Low-Cost, High-Functionality Systems Management: OpenManage IT Assistant and Windows 2000 Server
By Shelley Palmer-Fettig (Issue 4 2000)
Dell's OpenManage IT Assistant 6.0 in conjunction with Microsoft Windows 2000 Advanced Server management tools allows technical staff to monitor and take action on hardware, OS, and application events. One can monitor any perfmon threshold event, monitor critical services and the event log, and translate those events into SNMP traps to be sent to the IT Assistant.
Dell's OpenManage IT Assistant (ITA) 6.0 is a browser-based management console that monitors and manages Dell servers, desktops, and portables. It has features such as system discovery, event management, status polling, asset reporting, remote system configuration, paging, and e-mail event notification that are common to the leading hardware management consoles available today (see Figure 1 and the sidebar "Dell IT Assistant Highlights").
Figure 1. Dell OpenManage IT Assistant Console
To manage Dell devices, ITA requires the installation of industry-standard desktop management interface (DMI), Simple Network Management Protocol (SNMP), or Common Information Model (CIM) instrumentation. The OpenManage Server Agent delivers this instrumentation for PowerEdge servers, and OpenManage Client Instrumentation (OMCI) delivers it for desktops, workstations, and portables.
This article goes beyond Dell's IT Assistant to discuss ways to exploit the management tools and new management functionality intrinsic to Windows 2000. A great complement to Dell's hardware agents and IT Assistant is Windows 2000's Advanced Server's "Event to Trap Translator" for OS and application monitoring. Configuring this tool to send Windows event log events as SNMP traps to IT Assistant can be broken down into a five-part process:
- Configure Windows Services so that an attempt is made to revive any unintentionally downed service and define the associated write to the event log.
- Configure thresholds and alerts for specific perfmon objects. When a threshold is broken, Windows allows for an "action" to be taken; in this case, that action will be to write to the Windows event log.
- List critical events currently being written to the event log, which act as proactive notice to technical staff when there is a problem with applications or security on a server.
- Configure the Event to Trap Translator (evntwin.exe from the Windows 2000 Advanced Server install) to translate the events defined in steps 1-3 into SNMP traps and send them to IT Assistant.
- Configure IT Assistant to acknowledge the Windows 2000 SNMP alerts and to take action (such as e-mail and paging alerts) based on the needs of the IT department.
A word of caution here: Start slowly with a systems management initiative and initially create a small, critical list of alerts, then fine-tune and add to those events over time.
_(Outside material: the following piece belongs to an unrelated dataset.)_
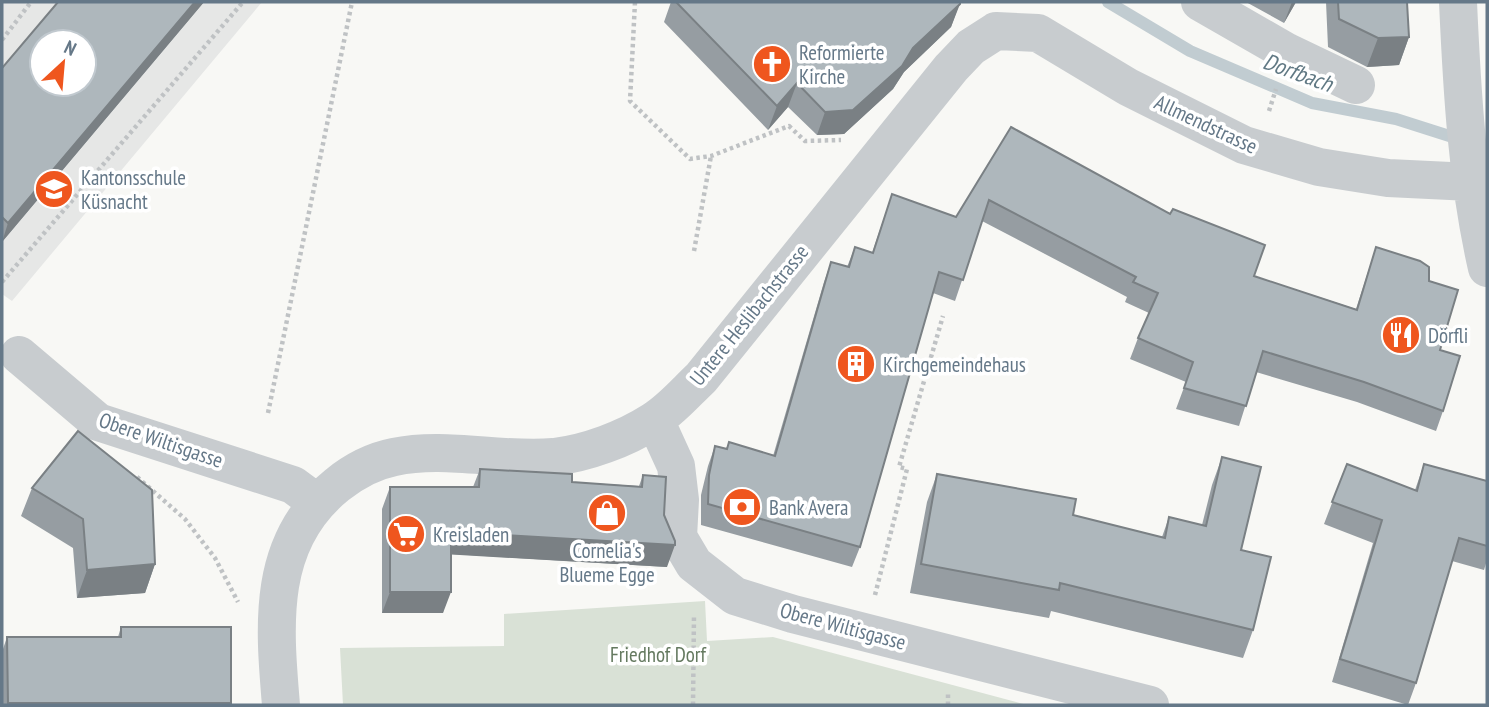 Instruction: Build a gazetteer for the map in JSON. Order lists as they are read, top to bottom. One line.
{"streets":{"street":["Allmendstrasse","Untere Heslibachstrasse","Obere Wiltisgasse"]},"crossings":[["Allmendstrasse","Untere Heslibachstrasse"],["Untere Heslibachstrasse","Obere Wiltisgasse"]],"water":["Dorfbach"],"parks":["Friedhof Dorf"],"places":{"church":["Reformierte Kirche"],"school or university":["Kantonsschule Küsnacht"],"restaurant":["Dörfli"],"building":["Kirchgemeindehaus"],"bank":["Bank Avera"],"shop":["Cornelia's Blueme Egge"],"supermarket":["Kreisladen"]},"north":"top right"}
Nothing kills an effort to manage systems proactively faster than bombarding technical staff with a barrage of pages. A good plan is to create a pilot program of 10 servers which is built upon during a month of continual tuning of the events and actions, before rolling the final management configuration out to all of the production servers.
A Case Study Using IT Assistant to Monitor Hardware, Applications, and OS Events
With ITA as an SNMP reception platform, the power of the Windows 2000 Server's native management functionality can be harnessed to provide a company with a broad spectrum of event management-at no extra cost.
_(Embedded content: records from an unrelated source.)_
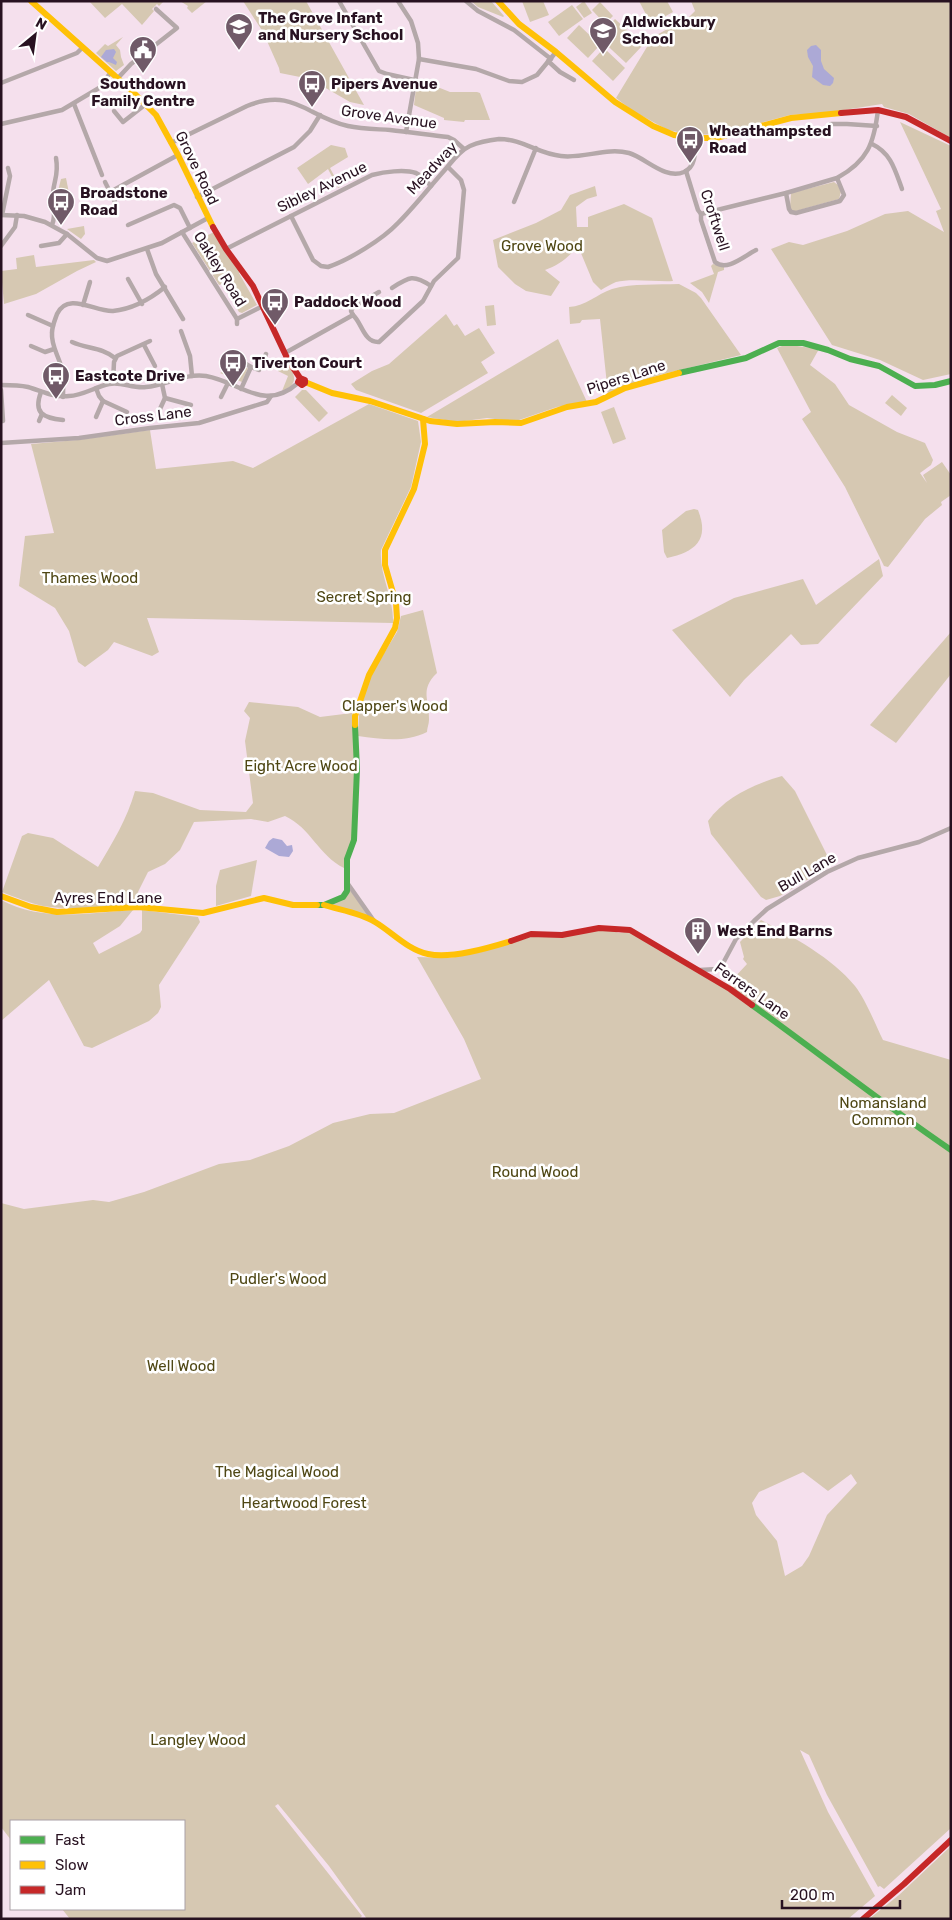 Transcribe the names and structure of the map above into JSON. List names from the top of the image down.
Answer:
{
  "streets": {
    "street": [
      "Grove Avenue",
      "Grove Road",
      "Meadway",
      "Sibley Avenue",
      "Croftwell",
      "Oakley Road",
      "Pipers Lane",
      "Cross Lane",
      "Bull Lane",
      "Ayres End Lane",
      "Ferrers Lane"
    ]
  },
  "crossings": [
    ["Grove Avenue", "Grove Road"],
    ["Grove Avenue", "Meadway"],
    ["Grove Road", "Sibley Avenue"],
    ["Grove Road", "Oakley Road"],
    ["Grove Road", "Pipers Lane"],
    ["Grove Road", "Cross Lane"],
    ["Meadway", "Sibley Avenue"],
    ["Meadway", "Croftwell"],
    ["Pipers Lane", "Cross Lane"],
    ["Bull Lane", "Ferrers Lane"],
    ["Ayres End Lane", "Ferrers Lane"]
  ],
  "parks": [
    "Grove Wood",
    "Thames Wood",
    "Secret Spring",
    "Clapper's Wood",
    "Eight Acre Wood",
    "Nomansland Common",
    "Round Wood",
    "Pudler's Wood",
    "Well Wood",
    "The Magical Wood",
    "Heartwood Forest",
    "Langley Wood"
  ],
  "places": {
    "school or university": ["The Grove Infant and Nursery School", "Aldwickbury School"],
    "public building": ["Southdown Family Centre"],
    "bus stop": [
      "Pipers Avenue",
      "Wheathampsted Road",
      "Broadstone Road",
      "Paddock Wood",
      "Tiverton Court",
      "Eastcote Drive"
    ],
    "building": ["West End Barns"]
  },
  "legend": ["Fast", "Slow", "Jam"],
  "scale_bar": "200 m",
  "north": "top right"
}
To illustrate how ITA might be used with functions intrinsic to Windows 2000, we will follow Tom, a hypothetical system administrator who works at Gnufirm.com in Boston, as he installs ITA 6.0 and the Windows management tools. Tom's objective is to manage and monitor 40 file, print, and application servers remotely.
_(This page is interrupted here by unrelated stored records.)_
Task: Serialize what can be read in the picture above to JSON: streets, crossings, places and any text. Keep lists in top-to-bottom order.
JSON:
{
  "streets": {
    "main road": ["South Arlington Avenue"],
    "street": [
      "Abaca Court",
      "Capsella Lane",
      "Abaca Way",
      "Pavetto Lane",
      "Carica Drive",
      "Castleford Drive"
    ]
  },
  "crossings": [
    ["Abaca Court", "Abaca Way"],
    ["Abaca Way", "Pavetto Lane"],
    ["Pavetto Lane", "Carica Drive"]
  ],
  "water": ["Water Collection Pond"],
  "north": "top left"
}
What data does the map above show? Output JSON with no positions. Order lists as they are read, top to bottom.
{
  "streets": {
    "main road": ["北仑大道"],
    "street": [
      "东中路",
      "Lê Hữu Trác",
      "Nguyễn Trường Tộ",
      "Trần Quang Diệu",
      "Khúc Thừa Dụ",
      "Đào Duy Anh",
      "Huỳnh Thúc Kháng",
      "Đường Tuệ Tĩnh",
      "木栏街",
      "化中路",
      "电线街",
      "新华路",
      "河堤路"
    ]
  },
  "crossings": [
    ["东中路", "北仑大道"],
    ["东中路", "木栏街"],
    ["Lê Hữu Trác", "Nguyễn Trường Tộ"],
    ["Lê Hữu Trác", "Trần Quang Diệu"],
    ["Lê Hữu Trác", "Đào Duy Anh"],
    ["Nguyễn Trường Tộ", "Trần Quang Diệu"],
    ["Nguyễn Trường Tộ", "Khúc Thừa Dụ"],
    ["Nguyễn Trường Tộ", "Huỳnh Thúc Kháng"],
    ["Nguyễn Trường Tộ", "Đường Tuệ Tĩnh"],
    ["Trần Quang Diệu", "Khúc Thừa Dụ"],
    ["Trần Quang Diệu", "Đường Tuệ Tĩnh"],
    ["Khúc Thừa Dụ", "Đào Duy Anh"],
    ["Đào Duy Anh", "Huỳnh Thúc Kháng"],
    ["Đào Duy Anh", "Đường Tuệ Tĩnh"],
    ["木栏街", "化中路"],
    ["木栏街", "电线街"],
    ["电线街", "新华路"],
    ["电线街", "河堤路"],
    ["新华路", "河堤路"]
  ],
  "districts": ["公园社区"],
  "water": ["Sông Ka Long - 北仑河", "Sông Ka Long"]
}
Configuring the Management Server
First, Tom dedicates a Dell 2450 Server with 128 MB of RAM to the role of management server and configures it with the following steps:
- Install Windows 2000 Advanced Server
- Load Microsoft Simple Mail Transfer Protocol (SMTP) Server
- Install and configure SNMP to send and receive traps with a community string other than the default
- Assign a static IP address to the server and enter it into Domain Name System (DNS) if applicable
- Install ITA from the OpenManage Applications CD or download from www.dell.com
- Configure ITA to discover only SNMP-enabled devices on the subnets to be monitored
Configuring Servers to be Monitored
As Tom builds the Windows 2000 production servers, he adds the Dell management and monitoring capabilities and configures all as follows:
- Enable SNMP with the "Trap" function set to the IP address of the ITA Server
- Set the SNMP community name to be the same as the management server
- Install the OpenManage Server Agent, Array Manager, and Dell Remote Assistant Card (DRAC) instrumentation (if applicable) from the Dell OpenManage Applications CD on each "managed" server
With this configuration in place, Tom can remotely configure and monitor the RAID controller via Array Manager. He also can remotely control servers located in Hartford, Connecticut, and New York City via Remote Assistant. This configuration enables Tom to receive hardware events in ITA from any hardware components on the managed servers.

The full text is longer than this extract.